Atıcılık: Bir silâh vesilesiyle belirgin bir hedefe ateş etme sporu. Atıcılık çok eski bir spor dalı olmasına ve 1896 yılındaki Atina Olim...
Atıcılık: Bir silâh vesilesiyle belirgin bir hedefe ateş etme sporu.

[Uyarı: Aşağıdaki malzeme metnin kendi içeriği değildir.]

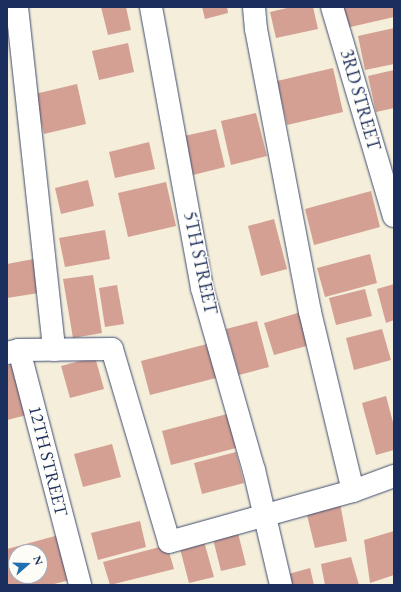 <!DOCTYPE html>
<html>
<head>
<meta charset="utf-8">
<style>
	body { margin:0 }
	#map { position:relative; width:401px; height:592px; overflow:hidden; background:#f4eeda; font-family:"EB Garamond",serif }
	div>[style] { position:absolute }
	.building>* { inset:0; background:#d4a093 }
	.roads { filter:drop-shadow(0 0 1px #3c4c71) drop-shadow(0 0 1px #3c4c71) }
	.street>* { height:22px; margin:-11px; padding:0 11px; transform-origin:11px; border-radius:11px; background:#fff }
	span { translate:-50% -50%; white-space:nowrap; text-align:center; line-height:1.15; -webkit-text-stroke:3px #fdfcf7; paint-order:stroke }
	.street-label { font-size:18px; color:#1b2f5e }
	.frame { position:absolute; inset:0; border:8px solid #1b2f5e; pointer-events:none }
	.north { position:absolute; left:8px; top:544px; width:40px; height:40px; box-sizing:border-box; background:#fdfcf7; border:1px solid #a3aaba; border-radius:50%; rotate:70deg; font-size:11px; font-weight:700; line-height:16px; text-align:center; color:#1b2f5e }
	.north::after { content:''; display:block; margin:auto; width:14px; height:18px; background:#1f6fb2; clip-path:polygon(50% 0,100% 100%,50% 72%,0 100%) }
</style>
</head>
<body>
<div id="map">
	<div class="building">
		<i style="clip-path:polygon(101px 7px,126px 7px,131px 30px,108px 35px)"></i>
		<i style="clip-path:polygon(202px 7px,227px 7px,228px 13px,205px 19px)"></i>
		<i style="clip-path:polygon(291px 7px,313px 7px,318px 29px,276px 38px,270px 12px)"></i>
		<i style="clip-path:polygon(341px 7px,394px 7px,394px 17px,346px 28px)"></i>
		<i style="clip-path:polygon(394px 28px,394px 64px,365px 70px,358px 36px)"></i>
		<i style="clip-path:polygon(128px 43px,134px 72px,99px 80px,92px 51px)"></i>
		<i style="clip-path:polygon(333px 68px,343px 112px,287px 125px,277px 81px)"></i>
		<i style="clip-path:polygon(394px 70px,394px 108px,376px 112px,368px 76px)"></i>
		<i style="clip-path:polygon(77px 84px,86px 124px,44px 134px,35px 94px)"></i>
		<i style="clip-path:polygon(256px 113px,267px 156px,231px 165px,221px 121px)"></i>
		<i style="clip-path:polygon(216px 129px,225px 167px,193px 175px,184px 136px)"></i>
		<i style="clip-path:polygon(149px 142px,155px 169px,115px 178px,109px 152px)"></i>
		<i style="clip-path:polygon(88px 180px,94px 206px,61px 214px,55px 188px)"></i>
		<i style="clip-path:polygon(166px 182px,176px 226px,128px 237px,118px 193px)"></i>
		<i style="clip-path:polygon(371px 191px,380px 227px,314px 245px,305px 209px)"></i>
		<i style="clip-path:polygon(274px 219px,287px 269px,261px 276px,248px 226px)"></i>
		<i style="clip-path:polygon(105px 230px,110px 259px,65px 267px,59px 238px)"></i>
		<i style="clip-path:polygon(370px 254px,377px 283px,325px 297px,317px 268px)"></i>
		<i style="clip-path:polygon(39px 258px,45px 292px,7px 298px,7px 264px)"></i>
		<i style="clip-path:polygon(93px 275px,102px 333px,73px 338px,63px 279px)"></i>
		<i style="clip-path:polygon(394px 284px,394px 320px,386px 323px,377px 289px)"></i>
		<i style="clip-path:polygon(117px 285px,124px 324px,105px 327px,99px 288px)"></i>
		<i style="clip-path:polygon(365px 289px,372px 316px,336px 325px,329px 298px)"></i>
		<i style="clip-path:polygon(301px 312px,310px 345px,274px 355px,264px 323px)"></i>
		<i style="clip-path:polygon(257px 321px,269px 367px,239px 375px,226px 329px)"></i>
		<i style="clip-path:polygon(382px 329px,391px 360px,354px 370px,346px 338px)"></i>
		<i style="clip-path:polygon(207px 344px,216px 378px,150px 395px,141px 361px)"></i>
		<i style="clip-path:polygon(95px 357px,104px 389px,70px 398px,61px 366px)"></i>
		<i style="clip-path:polygon(14px 364px,27px 415px,7px 420px,7px 366px)"></i>
		<i style="clip-path:polygon(386px 396px,394px 426px,394px 450px,376px 455px,362px 403px)"></i>
		<i style="clip-path:polygon(227px 414px,236px 448px,171px 465px,162px 431px)"></i>
		<i style="clip-path:polygon(112px 444px,121px 477px,83px 487px,74px 454px)"></i>
		<i style="clip-path:polygon(236px 452px,244px 483px,202px 494px,194px 463px)"></i>
		<i style="clip-path:polygon(340px 503px,347px 541px,315px 548px,306px 511px)"></i>
		<i style="clip-path:polygon(140px 521px,146px 547px,98px 560px,91px 533px)"></i>
		<i style="clip-path:polygon(236px 525px,246px 565px,221px 571px,211px 531px)"></i>
		<i style="clip-path:polygon(394px 531px,394px 575px,370px 583px,364px 540px)"></i>
		<i style="clip-path:polygon(evenodd,59px 535px,70px 580px,50px 585px,7px 585px,7px 549px,59px 535px,16px 552px,40px 552px,40px 576px,16px 576px,16px 552px)"></i>
		<i style="clip-path:polygon(203px 538px,214px 577px,189px 583px,179px 545px)"></i>
		<i style="clip-path:polygon(167px 545px,174px 569px,110px 585px,103px 562px)"></i>
		<i style="clip-path:polygon(351px 557px,359px 585px,325px 585px,321px 564px)"></i>
		<i style="clip-path:polygon(310px 568px,314px 585px,287px 585px,285px 575px)"></i>
	</div>
	<div class="roads">
		<div class="street">
			<i style="left:17px;top:7px;width:345px;rotate:83.8deg"></i>
			<i style="left:151px;top:7px;width:286px;rotate:79.7deg"></i>
			<i style="left:202px;top:288px;width:189px;rotate:74.1deg"></i>
			<i style="left:254px;top:470px;width:118px;rotate:76.8deg"></i>
			<i style="left:254px;top:7px;width:22px;rotate:85deg"></i>
			<i style="left:256px;top:29px;width:288px;rotate:79.2deg"></i>
			<i style="left:310px;top:312px;width:184px;rotate:76.5deg"></i>
			<i style="left:332px;top:7px;width:218px;rotate:73.5deg"></i>
			<i style="left:19px;top:350px;width:93px;rotate:-0.6deg"></i>
			<i style="left:112px;top:349px;width:201px;rotate:73.5deg"></i>
			<i style="left:169px;top:542px;width:191px;rotate:-15.5deg"></i>
			<i style="left:353px;top:491px;width:44px;rotate:-20.1deg"></i>
			<i style="left:7px;top:353px;width:12px;rotate:-14deg"></i>
			<i style="left:19px;top:350px;width:243px;rotate:75.4deg"></i>
		</div>
	</div>
	<div class="street-label">
		<span style="left:360px;top:100px;rotate:74deg">3RD STREET</span>
		<span style="left:200px;top:263px;rotate:78deg">5TH STREET</span>
		<span style="left:48px;top:461px;rotate:76deg">12TH STREET</span>
	</div>
	<div class="frame"></div>
	<div class="north">N</div>
</div>
</body>
</html>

Atıcılık çok eski bir spor dalı olmasına ve 1896 yılındaki Atina Olimpiyat Oyunları’mn programında dahi yer almasına karşın geniş halk kitlelerinin malı olamamıştır. Hakikaten de silâh ve mermilerin fiyatı, atıcılığı pahalı bir spor haline getirir. Atıcılıkta, kullanılan silâhın türüne ve atış koşullarına bağlı olarak kati kurallar konulmuştur.
Atıcılıkta
Bu spor branşında başlıca iki yöntem vardır: özgür silâhlarla hedefe atış ve av silâhlarıyla hareketli hedefe atış yöntemi.

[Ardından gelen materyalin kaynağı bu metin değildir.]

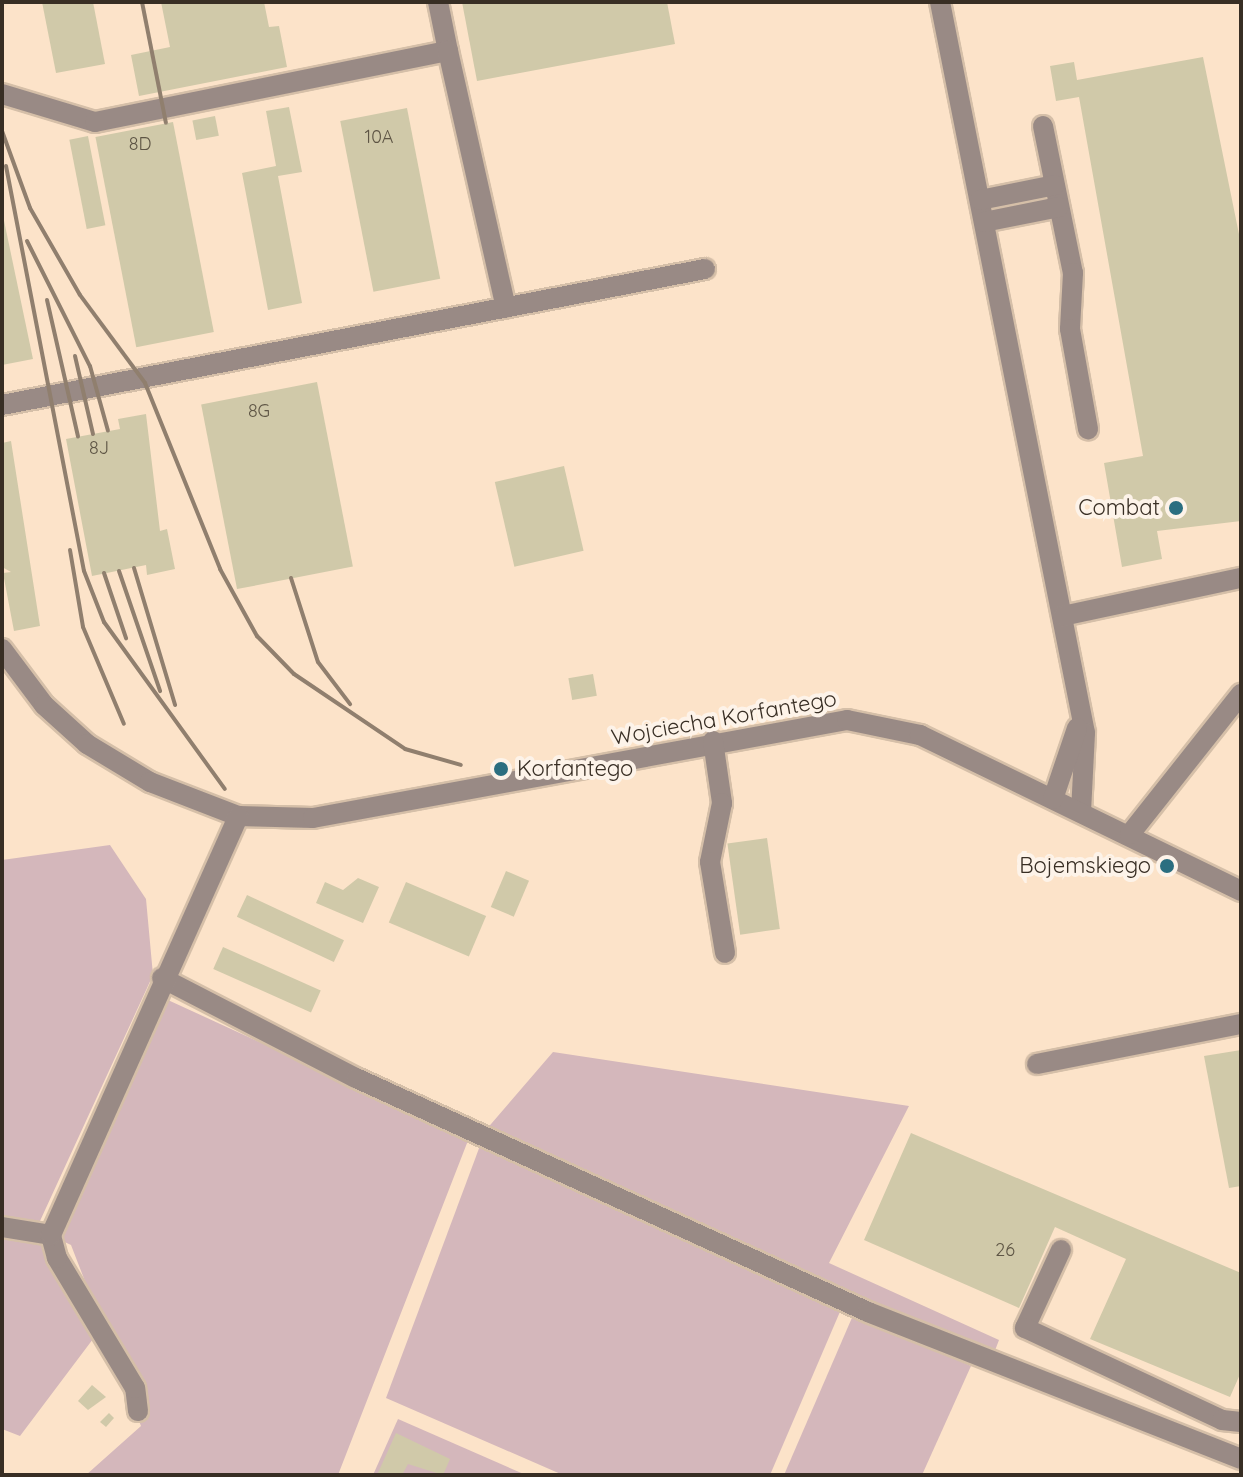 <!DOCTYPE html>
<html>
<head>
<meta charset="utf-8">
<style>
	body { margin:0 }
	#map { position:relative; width:1243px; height:1477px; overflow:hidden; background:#fce3c9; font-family:Quicksand,sans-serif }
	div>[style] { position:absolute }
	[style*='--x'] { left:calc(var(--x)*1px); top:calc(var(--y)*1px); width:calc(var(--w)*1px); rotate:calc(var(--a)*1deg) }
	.green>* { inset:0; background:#d4b7bb }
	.building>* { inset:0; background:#d0c9a9; transform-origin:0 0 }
	.roads { filter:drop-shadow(2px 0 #d5bfa8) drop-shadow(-2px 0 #d5bfa8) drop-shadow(0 2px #d5bfa8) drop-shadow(0 -2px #d5bfa8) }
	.minor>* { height:20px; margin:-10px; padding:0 10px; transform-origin:10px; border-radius:10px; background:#998a85 }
	.rail>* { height:4px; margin:-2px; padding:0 2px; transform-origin:2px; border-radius:2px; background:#907f6e }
	.dots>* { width:22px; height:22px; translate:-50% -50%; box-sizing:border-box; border:4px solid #fdf3e9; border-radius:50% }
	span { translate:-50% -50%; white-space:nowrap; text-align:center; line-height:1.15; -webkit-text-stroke:8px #fdf3e9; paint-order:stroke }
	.number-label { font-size:18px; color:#5e5545 }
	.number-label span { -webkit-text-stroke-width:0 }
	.poi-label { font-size:22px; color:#382e24 }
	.right { translate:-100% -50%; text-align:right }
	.left { translate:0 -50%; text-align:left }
	.street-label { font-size:22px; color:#382e24 }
	.frame { position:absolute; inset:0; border:4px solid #382e24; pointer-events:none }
</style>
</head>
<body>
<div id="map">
	<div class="green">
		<div style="clip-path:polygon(110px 845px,146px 899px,153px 975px,40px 1221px,93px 1339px,20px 1436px,2px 1429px,2px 860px)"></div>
		<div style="clip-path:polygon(157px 995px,469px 1138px,338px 1475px,86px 1475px,141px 1426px,71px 1245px,50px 1235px)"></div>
		<div style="clip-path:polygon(553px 1052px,909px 1106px,829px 1263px,999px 1340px,991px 1361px,485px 1131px)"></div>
		<div style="clip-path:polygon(481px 1143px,842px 1307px,770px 1475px,563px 1475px,386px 1398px)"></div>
		<div style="clip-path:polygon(854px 1313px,971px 1366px,922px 1475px,784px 1475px)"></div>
		<div style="clip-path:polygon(398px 1419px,526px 1475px,373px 1475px)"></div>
	</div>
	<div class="building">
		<div style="clip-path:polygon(42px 2px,93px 2px,105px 64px,56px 73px)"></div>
		<div style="clip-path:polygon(161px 2px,264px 2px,269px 27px,279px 26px,287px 67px,139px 96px,131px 55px,170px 47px)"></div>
		<div style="clip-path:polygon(462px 2px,667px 2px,675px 44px,477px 81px)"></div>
		<div style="clip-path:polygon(1203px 57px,1241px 244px,1241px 521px,1157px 531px,1162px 559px,1122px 567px,1104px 463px,1143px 456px,1079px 97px,1056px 101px,1050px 66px,1074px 62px,1077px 80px)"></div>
		<div style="clip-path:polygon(289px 107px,302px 172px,278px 176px,302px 303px,268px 310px,242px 173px,276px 166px,266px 111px)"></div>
		<div style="left:407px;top:108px;width:174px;height:68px;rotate:79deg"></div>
		<div style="left:215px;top:116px;width:20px;height:23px;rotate:79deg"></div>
		<div style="left:173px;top:122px;width:214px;height:79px;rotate:79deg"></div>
		<div style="left:88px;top:136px;width:91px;height:19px;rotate:79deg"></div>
		<div style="clip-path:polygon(2px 211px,33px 359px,2px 365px)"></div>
		<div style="left:317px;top:382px;width:188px;height:118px;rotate:79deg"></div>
		<div style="clip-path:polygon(146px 414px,160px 531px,167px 529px,175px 569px,147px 575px,146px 565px,92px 576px,66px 439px,120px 429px,118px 419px)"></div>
		<div style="clip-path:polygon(11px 441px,40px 626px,14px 631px,3px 573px,11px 572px,2px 567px,2px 443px)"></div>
		<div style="left:564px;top:466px;width:87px;height:71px;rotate:77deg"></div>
		<div style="left:593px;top:674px;width:22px;height:25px;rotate:80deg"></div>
		<div style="left:767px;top:838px;width:92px;height:40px;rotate:82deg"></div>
		<div style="left:506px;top:871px;width:25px;height:39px;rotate:23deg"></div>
		<div style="clip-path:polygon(358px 878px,379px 887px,363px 923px,316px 903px,325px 882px,343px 890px)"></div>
		<div style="left:406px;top:882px;width:87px;height:44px;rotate:23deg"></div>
		<div style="left:247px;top:895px;width:107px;height:24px;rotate:25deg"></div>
		<div style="left:223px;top:947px;width:107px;height:24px;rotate:24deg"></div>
		<div style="clip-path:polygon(1241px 1050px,1241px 1186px,1229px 1188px,1204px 1056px)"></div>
		<div style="clip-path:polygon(911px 1133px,1241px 1273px,1241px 1372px,1230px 1397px,1090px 1339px,1126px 1259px,1055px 1227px,1019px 1308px,864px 1240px)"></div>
		<div style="clip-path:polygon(92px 1385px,106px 1397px,88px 1410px,78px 1401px)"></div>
		<div style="clip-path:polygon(109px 1413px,114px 1418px,106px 1427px,100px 1422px)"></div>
		<div style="clip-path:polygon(396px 1433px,450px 1459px,443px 1475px,408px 1464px,402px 1475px,377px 1475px)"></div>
	</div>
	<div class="roads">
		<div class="minor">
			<div style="--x:438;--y:2;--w:50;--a:78.5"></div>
			<div style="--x:940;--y:2;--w:745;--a:78.78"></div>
			<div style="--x:1085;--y:733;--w:79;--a:92.9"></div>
			<div style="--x:2;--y:94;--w:97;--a:16.8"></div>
			<div style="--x:95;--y:122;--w:360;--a:-11.4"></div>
			<div style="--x:448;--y:51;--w:263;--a:77.3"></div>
			<div style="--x:1043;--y:126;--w:150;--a:78.5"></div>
			<div style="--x:1073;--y:273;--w:56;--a:93.1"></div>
			<div style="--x:1070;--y:329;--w:102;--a:79.8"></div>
			<div style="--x:980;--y:200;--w:76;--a:-11.3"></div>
			<div style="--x:984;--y:222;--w:76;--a:-11.3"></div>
			<div style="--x:2;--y:405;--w:716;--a:-10.95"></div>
			<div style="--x:1063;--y:616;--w:182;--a:-12.1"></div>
			<div style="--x:2;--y:649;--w:70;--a:53.1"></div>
			<div style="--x:44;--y:705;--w:58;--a:42.2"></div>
			<div style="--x:87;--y:744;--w:74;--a:31.1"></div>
			<div style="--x:150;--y:782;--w:94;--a:21.1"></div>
			<div style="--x:238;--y:816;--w:75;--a:1.5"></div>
			<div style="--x:313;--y:818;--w:543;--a:-10.4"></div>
			<div style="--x:847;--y:720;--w:75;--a:11.6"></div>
			<div style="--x:920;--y:735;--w:357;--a:25.9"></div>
			<div style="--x:713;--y:741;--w:63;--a:81.7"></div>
			<div style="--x:722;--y:803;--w:60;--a:101.5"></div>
			<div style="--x:710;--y:862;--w:92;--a:80.6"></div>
			<div style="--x:1053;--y:799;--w:75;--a:-71.3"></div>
			<div style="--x:1130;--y:834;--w:179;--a:-51.6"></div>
			<div style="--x:162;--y:978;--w:218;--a:27.3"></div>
			<div style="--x:356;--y:1078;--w:563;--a:24.56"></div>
			<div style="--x:868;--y:1312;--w:401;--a:21.5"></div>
			<div style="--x:1037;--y:1064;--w:208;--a:-11.1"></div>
			<div style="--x:2;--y:1227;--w:50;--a:9.3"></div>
			<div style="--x:1061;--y:1250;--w:86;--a:114.8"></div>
			<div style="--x:1025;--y:1328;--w:217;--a:25"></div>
			<div style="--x:1222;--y:1420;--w:19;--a:6"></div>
			<div style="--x:138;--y:1411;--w:23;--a:-97"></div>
			<div style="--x:135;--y:1388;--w:152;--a:-121"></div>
			<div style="--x:57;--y:1258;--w:24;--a:-105"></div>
			<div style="--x:51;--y:1235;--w:459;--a:-65.9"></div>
		</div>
	</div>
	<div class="rail">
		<div style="--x:142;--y:2;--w:123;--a:78.8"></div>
		<div style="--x:2;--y:131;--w:82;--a:70"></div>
		<div style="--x:30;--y:208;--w:100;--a:60.1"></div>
		<div style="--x:80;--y:295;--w:109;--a:53.5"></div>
		<div style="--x:145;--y:383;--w:201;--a:68"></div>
		<div style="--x:220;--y:569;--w:77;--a:61.1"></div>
		<div style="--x:257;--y:636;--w:53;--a:45.8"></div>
		<div style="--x:294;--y:674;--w:134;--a:34"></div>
		<div style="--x:405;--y:749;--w:58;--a:15.9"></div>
		<div style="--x:6;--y:166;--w:412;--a:79.1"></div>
		<div style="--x:84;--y:571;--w:55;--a:68.6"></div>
		<div style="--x:104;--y:622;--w:206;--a:54.1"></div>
		<div style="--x:27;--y:241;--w:140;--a:63.3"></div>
		<div style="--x:90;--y:366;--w:67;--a:74.5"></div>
		<div style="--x:47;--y:300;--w:140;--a:77.2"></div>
		<div style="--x:75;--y:356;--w:80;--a:77"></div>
		<div style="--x:70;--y:550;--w:78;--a:80.4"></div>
		<div style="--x:83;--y:627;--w:105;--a:67.1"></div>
		<div style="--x:134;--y:568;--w:143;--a:73.3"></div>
		<div style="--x:119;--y:571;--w:127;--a:71.1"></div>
		<div style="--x:104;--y:573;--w:69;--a:71.3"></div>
		<div style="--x:291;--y:578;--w:88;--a:72.2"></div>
		<div style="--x:318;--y:662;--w:53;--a:52.7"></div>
	</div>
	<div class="dots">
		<div style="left:1176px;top:508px;background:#2b6e80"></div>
		<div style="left:501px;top:769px;background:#2b6e80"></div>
		<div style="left:1167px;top:866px;background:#2b6e80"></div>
	</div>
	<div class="number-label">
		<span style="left:379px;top:137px">10A</span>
		<span style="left:140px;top:144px">8D</span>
		<span style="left:259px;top:411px">8G</span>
		<span style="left:99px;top:448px">8J</span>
		<span style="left:1005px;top:1250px">26</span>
	</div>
	<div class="poi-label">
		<span class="right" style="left:1160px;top:508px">Combat</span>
		<span class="left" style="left:517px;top:769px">Korfantego</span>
		<span class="right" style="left:1151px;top:866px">Bojemskiego</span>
	</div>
	<div class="street-label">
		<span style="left:724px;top:718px;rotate:-10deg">Wojciecha Korfantego</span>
	</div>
	<div class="frame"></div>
</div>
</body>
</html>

Kurallar her silâha nazaran değişiyor
Özgür silâhla atışta silâhın ağırlığı 8 kilo’ı, kalibresi de 8 mm’yi geçmemelidir. Merkez noktası 5 sm kadar olan hedef, kısaca nişan tahtası atıcıdan 300 m uzakta vardır. Atıcı, herhangi bir şeye, yere ya da diğer koluna dayanma hakkına haiz değildir. 6,5 saat içinde 120 mermi atabilir. Karabina (filinta) ile atış yapılıyorsa, 50 m uzağa yerleştirilen nişan tahtası 2,5 x 3 metre boyutlarında olur. Atış şeklini seçme hakkı atıcıya tanınmıştır: yatarak, diz çökerek ya da ayakta atış yapabilir. Büyük kalibreli tabancalar ya da altıpatlarla (revolver) atışta hedef 25 m uzağa yerleştirilir.
Hareketli hedefler
Av silâhlarıyla atışta ya birer birer salman diri güvercinlere ya da herhangi bir fırlatma aracıyla havaya fırlatılan toprak güvercinlere ateş edilir. Atıcının son aşama usta ve eliçabuk olması gerekir, çünkü güvercinin hangi yönden uçurulacağım, bundan ötürü atış. açısını hiçbir süre bilmesi imkansız. Baltrap, bu yarışmanın amatörler için düzenlenmiş hususi bir uygulamasıdır. İsveçliler koşan geyiğe atış yaparlar: tabii büyüklükte bir geyik, dört saniye süresince görüş alanı içinde kalır ve 23 m koşar. 100 metre uzaklıkta bulunan atıcı, tek atışlı ya da otomatik bir silâhla bu geyiği vurmak zorundadır. Mermi hedefin başına ya da ayaklarına isabet ederse atıcıya puan verilmez.
Okçuluk
Atıcılığın bir dalı olan okçuluk eskiden bir cenk yöntemiydi, bugün ise bir spor uğraşıdır. Eski okçular 2 metreden yüksek yaylar ve 75 sm uzunluğunda oklarla yarışırlar, birbirlerinden 10 sm aralıklı iç içe bir çok daireden oluşan saman bir hedefe nişan alırlardı. Bu hedef yerden 1,22 m yükseklikte bir sehpaya yerleştirilmiştir ve çoğu zaman atıcıdan 50 m uzaklıktadır. Bir ok çoğu zaman 800 metre yol alabilir. Eski okçular mesafe yarışması da yaparlardı. Fatih İstanbul’u alınca Okmeydanı’nı yaptırmıştı. Bu alan büyük yarışçıların şov yeriydi. Okçular burada yetiştirilirdi. Meşhur okçulardan Tozkoparan’ın 786,93 metrelik atışı bir dünya rekoruydu. Sonrasında, padişah Selim III 886,76 metrelik atışıyla bu rekoru kırdı (1798). Bir süre büsbütün ortadan kalkan okçuluk 1950’de Okçuluk Federasyonu kurulunca tekrardan canlandı. 1962’de Paris’te meydana getirilen Avrupa Gençler Şampiyonasında Yücel Cavkaytar birinci oldu (14 yaşındaydı).